ACTIVITY: Reproduce exactly, and only, the lines below from the one containing "position:absolute; left:12px; bottom:10px;" through the one containing "margin:0; padding:0; list-style:none".
+++ DATA FOR PROCESSING
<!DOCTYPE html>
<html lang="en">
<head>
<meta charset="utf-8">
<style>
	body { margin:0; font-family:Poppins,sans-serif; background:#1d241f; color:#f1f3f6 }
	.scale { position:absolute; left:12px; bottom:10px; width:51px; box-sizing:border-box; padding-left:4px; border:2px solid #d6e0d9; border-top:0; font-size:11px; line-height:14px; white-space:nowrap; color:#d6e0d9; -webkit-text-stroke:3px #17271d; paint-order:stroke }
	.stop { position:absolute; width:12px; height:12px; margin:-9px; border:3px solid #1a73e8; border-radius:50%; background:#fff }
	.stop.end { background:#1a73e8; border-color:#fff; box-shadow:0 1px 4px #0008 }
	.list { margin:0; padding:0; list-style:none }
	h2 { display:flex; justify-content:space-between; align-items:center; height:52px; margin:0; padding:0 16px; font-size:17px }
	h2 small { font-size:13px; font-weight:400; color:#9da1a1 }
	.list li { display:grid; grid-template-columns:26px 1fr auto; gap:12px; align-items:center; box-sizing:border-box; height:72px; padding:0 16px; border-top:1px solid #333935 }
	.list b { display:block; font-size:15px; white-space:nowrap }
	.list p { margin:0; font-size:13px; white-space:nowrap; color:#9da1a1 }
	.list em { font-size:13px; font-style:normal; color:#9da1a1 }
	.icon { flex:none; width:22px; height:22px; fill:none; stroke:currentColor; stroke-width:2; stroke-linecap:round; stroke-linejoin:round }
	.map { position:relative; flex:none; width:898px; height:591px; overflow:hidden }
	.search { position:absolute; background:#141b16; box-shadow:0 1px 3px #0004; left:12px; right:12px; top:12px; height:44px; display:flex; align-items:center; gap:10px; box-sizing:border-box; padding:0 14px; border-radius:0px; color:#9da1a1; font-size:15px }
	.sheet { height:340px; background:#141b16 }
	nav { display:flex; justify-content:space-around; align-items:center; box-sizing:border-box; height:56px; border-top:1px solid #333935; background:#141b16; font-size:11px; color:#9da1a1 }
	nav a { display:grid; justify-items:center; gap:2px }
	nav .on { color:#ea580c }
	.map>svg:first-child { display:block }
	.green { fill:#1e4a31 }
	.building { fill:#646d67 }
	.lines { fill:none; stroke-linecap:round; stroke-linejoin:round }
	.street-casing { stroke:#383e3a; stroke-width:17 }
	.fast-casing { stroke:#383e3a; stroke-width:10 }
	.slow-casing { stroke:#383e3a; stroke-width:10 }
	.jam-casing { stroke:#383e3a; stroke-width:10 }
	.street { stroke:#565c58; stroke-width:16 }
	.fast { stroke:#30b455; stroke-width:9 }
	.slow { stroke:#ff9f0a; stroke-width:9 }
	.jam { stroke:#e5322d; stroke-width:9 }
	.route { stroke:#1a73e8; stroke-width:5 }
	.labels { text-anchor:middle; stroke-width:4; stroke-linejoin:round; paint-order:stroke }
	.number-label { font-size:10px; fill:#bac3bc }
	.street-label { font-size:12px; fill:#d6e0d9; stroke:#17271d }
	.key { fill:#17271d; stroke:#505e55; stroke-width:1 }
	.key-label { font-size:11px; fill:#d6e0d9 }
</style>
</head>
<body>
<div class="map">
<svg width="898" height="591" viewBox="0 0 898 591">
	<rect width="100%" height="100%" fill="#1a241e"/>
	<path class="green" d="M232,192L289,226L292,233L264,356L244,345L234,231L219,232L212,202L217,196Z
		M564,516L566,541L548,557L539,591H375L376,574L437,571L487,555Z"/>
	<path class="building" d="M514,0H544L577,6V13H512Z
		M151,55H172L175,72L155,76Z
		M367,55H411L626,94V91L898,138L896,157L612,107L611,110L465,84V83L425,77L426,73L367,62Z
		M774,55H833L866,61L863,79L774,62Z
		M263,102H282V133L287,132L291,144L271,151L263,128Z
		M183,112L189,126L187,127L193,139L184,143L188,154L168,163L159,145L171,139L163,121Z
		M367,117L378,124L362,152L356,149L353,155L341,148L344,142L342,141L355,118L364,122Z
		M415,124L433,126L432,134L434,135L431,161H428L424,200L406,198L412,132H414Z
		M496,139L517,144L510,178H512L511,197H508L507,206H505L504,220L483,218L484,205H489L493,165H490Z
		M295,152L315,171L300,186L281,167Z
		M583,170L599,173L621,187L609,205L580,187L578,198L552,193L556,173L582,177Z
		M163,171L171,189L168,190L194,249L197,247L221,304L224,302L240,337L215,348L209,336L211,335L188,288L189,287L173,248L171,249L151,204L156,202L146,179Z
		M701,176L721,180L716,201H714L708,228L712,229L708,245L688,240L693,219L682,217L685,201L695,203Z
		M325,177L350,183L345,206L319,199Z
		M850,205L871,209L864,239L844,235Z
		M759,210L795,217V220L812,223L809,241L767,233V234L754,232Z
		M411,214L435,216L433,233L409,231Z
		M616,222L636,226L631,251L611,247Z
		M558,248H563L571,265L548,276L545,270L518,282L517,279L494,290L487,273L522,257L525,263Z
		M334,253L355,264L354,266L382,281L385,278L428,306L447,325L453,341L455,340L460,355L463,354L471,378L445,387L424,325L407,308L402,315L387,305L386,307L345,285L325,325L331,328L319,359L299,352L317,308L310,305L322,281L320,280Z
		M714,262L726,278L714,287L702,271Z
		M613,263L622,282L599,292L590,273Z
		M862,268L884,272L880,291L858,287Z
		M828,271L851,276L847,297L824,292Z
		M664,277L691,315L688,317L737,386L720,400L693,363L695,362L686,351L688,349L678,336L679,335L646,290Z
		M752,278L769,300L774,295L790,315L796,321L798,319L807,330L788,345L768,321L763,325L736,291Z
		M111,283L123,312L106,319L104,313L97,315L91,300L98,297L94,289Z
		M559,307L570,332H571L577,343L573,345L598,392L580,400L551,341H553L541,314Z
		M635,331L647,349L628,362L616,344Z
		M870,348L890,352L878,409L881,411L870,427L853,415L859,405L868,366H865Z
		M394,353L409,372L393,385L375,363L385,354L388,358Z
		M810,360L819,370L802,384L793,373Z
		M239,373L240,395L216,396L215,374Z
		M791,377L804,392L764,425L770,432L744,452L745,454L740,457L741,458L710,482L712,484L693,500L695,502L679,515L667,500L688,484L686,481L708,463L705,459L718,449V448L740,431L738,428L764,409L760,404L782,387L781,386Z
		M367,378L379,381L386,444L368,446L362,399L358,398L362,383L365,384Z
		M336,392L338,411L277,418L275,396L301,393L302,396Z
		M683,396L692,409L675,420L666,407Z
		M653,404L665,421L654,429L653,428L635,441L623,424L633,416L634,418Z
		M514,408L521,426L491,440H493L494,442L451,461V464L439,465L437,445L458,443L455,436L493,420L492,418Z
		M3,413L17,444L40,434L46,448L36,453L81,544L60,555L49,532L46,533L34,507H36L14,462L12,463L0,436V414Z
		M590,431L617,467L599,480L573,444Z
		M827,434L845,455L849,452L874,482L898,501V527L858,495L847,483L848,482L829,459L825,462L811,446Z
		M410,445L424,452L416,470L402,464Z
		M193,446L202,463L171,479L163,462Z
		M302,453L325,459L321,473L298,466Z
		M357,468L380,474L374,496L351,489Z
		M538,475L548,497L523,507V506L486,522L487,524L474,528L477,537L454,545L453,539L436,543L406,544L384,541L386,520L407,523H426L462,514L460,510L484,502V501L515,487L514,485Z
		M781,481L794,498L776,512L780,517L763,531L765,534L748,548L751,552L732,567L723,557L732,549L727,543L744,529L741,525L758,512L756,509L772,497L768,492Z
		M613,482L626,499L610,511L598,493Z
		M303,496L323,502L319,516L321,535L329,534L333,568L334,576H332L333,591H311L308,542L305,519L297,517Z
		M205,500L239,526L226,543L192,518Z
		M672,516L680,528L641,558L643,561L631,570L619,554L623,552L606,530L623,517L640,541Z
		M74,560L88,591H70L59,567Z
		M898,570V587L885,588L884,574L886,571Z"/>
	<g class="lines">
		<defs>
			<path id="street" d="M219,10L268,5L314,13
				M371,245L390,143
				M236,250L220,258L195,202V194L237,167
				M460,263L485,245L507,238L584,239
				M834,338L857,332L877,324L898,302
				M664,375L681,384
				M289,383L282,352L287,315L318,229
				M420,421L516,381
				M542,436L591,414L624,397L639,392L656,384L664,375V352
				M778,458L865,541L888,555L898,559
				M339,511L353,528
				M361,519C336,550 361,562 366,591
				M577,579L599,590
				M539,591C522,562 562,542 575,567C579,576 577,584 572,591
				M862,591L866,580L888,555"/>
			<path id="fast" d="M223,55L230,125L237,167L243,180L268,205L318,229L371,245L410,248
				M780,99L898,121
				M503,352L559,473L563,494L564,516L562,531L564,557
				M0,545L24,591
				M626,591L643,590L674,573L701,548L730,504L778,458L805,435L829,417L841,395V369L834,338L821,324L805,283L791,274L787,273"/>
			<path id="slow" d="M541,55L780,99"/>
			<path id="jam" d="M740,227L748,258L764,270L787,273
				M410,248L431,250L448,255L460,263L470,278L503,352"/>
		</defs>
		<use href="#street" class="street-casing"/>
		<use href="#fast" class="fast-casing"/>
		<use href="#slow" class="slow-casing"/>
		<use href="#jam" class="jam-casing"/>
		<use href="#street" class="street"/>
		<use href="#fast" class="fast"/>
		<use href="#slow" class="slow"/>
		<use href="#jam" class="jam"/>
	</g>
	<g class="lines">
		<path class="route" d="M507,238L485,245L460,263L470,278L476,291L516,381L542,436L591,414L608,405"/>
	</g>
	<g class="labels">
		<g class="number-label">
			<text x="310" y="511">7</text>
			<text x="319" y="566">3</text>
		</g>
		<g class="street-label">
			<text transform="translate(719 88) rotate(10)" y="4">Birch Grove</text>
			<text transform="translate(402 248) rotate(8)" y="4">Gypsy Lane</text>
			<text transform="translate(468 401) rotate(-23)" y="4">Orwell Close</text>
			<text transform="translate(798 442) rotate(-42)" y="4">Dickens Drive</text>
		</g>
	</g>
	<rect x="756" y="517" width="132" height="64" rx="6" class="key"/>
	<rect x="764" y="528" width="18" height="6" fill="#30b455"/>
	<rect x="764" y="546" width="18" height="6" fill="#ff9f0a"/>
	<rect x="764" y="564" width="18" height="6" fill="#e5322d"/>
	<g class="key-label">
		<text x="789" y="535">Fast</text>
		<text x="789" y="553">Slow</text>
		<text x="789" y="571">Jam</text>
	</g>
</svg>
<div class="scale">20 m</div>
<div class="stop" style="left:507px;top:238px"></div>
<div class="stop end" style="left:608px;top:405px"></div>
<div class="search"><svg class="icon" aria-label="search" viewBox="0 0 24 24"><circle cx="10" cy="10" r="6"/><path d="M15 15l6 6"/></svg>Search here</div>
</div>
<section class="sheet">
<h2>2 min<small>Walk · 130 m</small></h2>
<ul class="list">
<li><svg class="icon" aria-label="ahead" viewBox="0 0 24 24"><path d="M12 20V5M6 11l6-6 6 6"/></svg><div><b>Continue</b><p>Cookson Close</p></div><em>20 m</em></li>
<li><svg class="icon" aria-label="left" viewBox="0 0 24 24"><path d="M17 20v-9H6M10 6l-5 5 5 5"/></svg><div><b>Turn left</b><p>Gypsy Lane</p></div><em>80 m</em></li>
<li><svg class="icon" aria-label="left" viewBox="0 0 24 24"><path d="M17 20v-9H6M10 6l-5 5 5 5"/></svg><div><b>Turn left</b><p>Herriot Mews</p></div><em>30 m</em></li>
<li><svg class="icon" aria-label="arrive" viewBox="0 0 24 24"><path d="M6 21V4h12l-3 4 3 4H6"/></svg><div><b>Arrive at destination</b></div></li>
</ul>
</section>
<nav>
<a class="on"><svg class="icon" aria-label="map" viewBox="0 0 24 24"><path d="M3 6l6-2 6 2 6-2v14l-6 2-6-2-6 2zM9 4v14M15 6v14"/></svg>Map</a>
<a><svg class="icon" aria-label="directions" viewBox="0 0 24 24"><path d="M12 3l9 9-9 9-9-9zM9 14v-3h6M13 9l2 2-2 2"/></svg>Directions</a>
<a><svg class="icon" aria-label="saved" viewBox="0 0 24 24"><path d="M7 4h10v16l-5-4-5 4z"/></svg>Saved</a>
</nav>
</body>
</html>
++++++
SOLVED EXERCISE:
	.scale { position:absolute; left:12px; bottom:10px; width:51px; box-sizing:border-box; padding-left:4px; border:2px solid #d6e0d9; border-top:0; font-size:11px; line-height:14px; white-space:nowrap; color:#d6e0d9; -webkit-text-stroke:3px #17271d; paint-order:stroke }
	.stop { position:absolute; width:12px; height:12px; margin:-9px; border:3px solid #1a73e8; border-radius:50%; background:#fff }
	.stop.end { background:#1a73e8; border-color:#fff; box-shadow:0 1px 4px #0008 }
	.list { margin:0; padding:0; list-style:none }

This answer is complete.